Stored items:
[Start of section]

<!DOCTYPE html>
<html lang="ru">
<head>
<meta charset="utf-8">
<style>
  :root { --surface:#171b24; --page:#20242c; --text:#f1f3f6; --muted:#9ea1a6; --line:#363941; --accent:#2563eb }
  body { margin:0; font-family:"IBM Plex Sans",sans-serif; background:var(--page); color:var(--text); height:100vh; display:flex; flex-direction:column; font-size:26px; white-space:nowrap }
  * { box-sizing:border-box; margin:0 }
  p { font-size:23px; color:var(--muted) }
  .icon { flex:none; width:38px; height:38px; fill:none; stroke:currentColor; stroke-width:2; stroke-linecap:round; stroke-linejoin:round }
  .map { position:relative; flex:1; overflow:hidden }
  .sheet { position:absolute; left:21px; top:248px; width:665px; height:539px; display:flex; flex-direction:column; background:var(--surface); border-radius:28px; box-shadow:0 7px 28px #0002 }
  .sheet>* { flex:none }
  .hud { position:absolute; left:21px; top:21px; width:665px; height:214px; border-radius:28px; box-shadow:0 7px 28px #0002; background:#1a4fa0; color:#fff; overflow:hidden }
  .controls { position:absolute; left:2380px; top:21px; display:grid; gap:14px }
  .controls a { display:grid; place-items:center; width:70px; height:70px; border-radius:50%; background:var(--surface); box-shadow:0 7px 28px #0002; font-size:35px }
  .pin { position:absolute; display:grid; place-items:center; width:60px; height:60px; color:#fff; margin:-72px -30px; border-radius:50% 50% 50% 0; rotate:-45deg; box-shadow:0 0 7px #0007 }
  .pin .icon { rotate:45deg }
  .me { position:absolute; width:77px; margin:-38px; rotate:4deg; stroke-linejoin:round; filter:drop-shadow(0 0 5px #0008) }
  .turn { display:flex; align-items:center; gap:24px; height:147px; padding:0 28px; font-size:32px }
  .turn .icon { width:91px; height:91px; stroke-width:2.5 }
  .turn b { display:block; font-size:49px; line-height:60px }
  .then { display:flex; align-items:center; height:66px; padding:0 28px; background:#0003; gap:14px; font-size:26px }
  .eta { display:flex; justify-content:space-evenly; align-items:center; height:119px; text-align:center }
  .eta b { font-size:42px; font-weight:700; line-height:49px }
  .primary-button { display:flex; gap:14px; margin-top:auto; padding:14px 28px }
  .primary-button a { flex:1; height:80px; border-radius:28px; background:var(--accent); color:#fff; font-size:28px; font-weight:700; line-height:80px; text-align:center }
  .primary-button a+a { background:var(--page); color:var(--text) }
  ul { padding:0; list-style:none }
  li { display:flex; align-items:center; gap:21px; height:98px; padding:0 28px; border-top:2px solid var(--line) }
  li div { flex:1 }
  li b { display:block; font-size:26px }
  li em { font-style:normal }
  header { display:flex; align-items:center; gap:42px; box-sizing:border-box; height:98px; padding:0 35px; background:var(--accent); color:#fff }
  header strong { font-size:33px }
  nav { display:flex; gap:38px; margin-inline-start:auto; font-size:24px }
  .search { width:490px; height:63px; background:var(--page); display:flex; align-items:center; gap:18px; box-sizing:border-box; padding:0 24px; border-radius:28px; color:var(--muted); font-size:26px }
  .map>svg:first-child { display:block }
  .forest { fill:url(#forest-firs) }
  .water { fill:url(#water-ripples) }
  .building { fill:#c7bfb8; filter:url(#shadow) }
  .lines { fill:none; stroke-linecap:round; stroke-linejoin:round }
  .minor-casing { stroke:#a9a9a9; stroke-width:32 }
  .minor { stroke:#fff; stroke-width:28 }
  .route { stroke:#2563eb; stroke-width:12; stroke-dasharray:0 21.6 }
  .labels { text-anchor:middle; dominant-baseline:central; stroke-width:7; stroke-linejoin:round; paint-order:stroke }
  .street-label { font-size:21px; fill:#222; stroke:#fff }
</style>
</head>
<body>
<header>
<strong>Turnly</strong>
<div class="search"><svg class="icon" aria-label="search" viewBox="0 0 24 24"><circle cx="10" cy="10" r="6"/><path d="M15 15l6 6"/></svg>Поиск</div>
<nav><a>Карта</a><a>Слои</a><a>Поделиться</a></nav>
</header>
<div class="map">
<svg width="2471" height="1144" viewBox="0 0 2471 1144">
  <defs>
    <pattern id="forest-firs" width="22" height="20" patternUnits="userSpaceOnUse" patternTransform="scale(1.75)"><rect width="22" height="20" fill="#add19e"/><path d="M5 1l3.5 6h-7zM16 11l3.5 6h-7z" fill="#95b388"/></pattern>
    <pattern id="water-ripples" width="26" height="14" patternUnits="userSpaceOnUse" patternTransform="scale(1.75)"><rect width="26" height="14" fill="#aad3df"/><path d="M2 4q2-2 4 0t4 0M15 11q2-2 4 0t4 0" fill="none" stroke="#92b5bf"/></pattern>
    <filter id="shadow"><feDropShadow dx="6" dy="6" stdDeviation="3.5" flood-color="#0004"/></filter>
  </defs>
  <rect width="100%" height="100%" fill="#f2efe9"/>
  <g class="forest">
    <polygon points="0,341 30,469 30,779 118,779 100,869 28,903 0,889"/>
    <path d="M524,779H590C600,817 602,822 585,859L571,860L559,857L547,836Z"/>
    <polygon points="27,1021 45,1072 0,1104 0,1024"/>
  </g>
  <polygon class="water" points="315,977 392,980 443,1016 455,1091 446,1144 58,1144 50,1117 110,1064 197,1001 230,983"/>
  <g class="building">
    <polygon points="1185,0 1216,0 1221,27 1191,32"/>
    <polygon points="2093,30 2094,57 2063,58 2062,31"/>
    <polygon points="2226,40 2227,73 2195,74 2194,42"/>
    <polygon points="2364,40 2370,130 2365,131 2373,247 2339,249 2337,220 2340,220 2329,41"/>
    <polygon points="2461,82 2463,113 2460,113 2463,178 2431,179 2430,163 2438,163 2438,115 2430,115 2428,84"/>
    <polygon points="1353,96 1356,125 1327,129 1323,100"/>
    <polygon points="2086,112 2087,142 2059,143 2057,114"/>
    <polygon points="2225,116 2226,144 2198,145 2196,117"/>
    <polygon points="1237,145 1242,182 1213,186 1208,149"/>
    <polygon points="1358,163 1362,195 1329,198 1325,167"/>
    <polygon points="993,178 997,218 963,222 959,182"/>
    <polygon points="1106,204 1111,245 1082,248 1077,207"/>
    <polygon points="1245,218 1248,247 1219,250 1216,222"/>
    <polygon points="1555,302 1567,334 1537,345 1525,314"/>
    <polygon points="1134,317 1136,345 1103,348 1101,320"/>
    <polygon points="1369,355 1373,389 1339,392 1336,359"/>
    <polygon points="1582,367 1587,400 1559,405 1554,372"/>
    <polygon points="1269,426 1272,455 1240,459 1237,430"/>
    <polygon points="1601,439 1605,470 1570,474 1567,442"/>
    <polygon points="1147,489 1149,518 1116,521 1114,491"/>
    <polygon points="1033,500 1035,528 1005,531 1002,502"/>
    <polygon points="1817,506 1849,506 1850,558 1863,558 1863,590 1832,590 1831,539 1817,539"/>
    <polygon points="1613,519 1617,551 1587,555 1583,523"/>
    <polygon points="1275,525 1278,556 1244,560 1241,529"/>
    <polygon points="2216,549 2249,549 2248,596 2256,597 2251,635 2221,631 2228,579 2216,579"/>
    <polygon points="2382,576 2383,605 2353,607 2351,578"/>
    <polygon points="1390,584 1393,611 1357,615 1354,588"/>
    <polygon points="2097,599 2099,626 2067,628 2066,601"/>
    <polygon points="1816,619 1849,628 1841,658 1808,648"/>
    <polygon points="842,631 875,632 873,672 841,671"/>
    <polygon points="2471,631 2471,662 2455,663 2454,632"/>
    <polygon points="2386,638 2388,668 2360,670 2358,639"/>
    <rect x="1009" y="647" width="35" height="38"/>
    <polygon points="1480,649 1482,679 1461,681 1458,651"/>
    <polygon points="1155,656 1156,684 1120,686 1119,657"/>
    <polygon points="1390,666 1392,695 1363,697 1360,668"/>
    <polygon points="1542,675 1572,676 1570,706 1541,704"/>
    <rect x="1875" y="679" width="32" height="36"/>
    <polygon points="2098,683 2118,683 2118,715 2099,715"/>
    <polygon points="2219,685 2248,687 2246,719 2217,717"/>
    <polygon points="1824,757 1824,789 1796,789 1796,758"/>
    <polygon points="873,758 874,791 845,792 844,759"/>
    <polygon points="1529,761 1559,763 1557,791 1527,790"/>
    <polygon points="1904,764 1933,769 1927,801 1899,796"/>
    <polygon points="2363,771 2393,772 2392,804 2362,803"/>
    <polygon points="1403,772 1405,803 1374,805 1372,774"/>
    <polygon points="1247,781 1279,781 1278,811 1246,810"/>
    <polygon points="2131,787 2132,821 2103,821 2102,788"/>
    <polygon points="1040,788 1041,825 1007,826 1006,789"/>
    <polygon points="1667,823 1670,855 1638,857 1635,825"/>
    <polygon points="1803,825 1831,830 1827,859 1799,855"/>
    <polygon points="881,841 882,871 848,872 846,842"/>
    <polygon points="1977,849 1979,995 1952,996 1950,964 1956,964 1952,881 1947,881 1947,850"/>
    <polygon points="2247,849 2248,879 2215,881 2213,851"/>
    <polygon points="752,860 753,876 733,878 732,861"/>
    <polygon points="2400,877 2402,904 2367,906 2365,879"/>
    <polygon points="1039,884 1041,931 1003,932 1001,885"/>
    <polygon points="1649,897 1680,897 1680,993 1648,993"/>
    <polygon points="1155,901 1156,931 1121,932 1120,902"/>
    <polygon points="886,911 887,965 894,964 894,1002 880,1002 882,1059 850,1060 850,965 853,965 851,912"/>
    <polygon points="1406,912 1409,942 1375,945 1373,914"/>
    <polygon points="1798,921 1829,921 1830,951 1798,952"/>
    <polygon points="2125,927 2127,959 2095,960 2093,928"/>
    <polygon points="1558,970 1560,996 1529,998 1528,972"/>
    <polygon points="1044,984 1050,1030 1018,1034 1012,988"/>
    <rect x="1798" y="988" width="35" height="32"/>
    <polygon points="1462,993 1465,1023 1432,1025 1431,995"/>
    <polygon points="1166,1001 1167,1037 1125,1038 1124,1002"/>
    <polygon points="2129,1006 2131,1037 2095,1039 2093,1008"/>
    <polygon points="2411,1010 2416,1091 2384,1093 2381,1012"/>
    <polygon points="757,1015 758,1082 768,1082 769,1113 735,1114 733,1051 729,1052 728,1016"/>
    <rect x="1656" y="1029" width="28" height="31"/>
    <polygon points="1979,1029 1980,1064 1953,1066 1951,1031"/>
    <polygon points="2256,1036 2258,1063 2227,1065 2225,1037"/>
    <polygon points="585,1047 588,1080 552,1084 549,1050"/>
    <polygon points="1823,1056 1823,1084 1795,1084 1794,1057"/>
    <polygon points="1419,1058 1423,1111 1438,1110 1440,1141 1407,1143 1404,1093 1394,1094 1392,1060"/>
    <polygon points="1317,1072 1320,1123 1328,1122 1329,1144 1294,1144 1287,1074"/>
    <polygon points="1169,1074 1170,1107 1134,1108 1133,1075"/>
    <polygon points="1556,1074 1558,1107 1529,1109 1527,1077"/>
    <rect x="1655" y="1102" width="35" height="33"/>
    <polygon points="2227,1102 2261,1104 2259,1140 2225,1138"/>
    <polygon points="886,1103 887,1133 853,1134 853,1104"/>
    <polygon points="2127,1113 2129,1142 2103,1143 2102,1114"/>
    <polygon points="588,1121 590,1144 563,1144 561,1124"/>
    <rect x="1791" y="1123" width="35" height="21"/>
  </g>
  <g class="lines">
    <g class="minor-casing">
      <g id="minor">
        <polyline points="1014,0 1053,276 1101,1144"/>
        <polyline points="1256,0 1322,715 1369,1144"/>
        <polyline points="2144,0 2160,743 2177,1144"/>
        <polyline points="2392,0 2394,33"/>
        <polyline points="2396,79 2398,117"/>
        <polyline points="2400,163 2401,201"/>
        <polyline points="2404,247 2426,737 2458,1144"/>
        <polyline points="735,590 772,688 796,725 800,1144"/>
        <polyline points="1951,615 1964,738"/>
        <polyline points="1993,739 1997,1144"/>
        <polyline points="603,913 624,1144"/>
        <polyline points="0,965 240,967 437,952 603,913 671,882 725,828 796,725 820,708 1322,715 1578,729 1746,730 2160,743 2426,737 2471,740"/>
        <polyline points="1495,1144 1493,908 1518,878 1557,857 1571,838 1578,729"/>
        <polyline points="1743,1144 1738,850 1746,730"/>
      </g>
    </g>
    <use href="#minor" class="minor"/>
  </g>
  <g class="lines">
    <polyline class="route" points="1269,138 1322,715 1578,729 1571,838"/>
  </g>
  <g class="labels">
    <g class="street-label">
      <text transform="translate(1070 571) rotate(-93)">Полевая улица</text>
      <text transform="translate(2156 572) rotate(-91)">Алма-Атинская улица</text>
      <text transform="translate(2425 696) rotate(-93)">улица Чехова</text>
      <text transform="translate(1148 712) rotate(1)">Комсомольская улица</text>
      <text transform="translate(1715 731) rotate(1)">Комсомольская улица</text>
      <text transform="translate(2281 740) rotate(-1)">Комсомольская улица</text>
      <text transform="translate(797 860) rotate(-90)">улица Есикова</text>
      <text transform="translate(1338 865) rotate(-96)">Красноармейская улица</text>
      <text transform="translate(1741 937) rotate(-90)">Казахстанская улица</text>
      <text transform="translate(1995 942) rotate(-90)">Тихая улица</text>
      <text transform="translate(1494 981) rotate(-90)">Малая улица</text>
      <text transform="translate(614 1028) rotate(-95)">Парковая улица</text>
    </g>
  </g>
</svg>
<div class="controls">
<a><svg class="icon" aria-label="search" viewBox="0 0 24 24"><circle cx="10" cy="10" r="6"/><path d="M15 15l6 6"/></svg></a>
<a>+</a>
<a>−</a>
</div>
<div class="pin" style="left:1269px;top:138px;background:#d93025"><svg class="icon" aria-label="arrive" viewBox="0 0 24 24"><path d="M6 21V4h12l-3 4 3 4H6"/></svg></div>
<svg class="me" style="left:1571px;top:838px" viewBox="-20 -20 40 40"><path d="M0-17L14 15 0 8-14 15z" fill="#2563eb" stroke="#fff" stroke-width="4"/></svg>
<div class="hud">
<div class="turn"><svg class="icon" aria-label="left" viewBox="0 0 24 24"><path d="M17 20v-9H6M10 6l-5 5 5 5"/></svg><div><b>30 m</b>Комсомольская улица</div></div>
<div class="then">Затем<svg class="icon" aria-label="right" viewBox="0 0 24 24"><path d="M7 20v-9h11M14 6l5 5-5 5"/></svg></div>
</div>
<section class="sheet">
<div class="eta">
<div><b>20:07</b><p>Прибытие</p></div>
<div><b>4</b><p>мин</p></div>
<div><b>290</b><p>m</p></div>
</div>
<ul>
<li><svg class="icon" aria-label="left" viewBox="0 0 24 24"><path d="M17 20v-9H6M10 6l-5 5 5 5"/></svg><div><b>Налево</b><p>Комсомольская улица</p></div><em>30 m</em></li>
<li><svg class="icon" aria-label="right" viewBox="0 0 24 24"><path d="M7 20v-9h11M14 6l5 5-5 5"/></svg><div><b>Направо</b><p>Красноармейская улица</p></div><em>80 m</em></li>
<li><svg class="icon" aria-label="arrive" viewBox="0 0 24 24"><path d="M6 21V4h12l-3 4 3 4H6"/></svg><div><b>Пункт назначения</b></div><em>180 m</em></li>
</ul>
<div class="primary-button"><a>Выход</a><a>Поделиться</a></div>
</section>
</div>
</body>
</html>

[End of section]

Task goal: Return only the exact lines from the opening of the records through the line that contains "--surface:#171b24; --page:#20242c; --text:#f1f3f6;", both included.

Result of this exercise:
<!DOCTYPE html>
<html lang="ru">
<head>
<meta charset="utf-8">
<style>
  :root { --surface:#171b24; --page:#20242c; --text:#f1f3f6; --muted:#9ea1a6; --line:#363941; --accent:#2563eb }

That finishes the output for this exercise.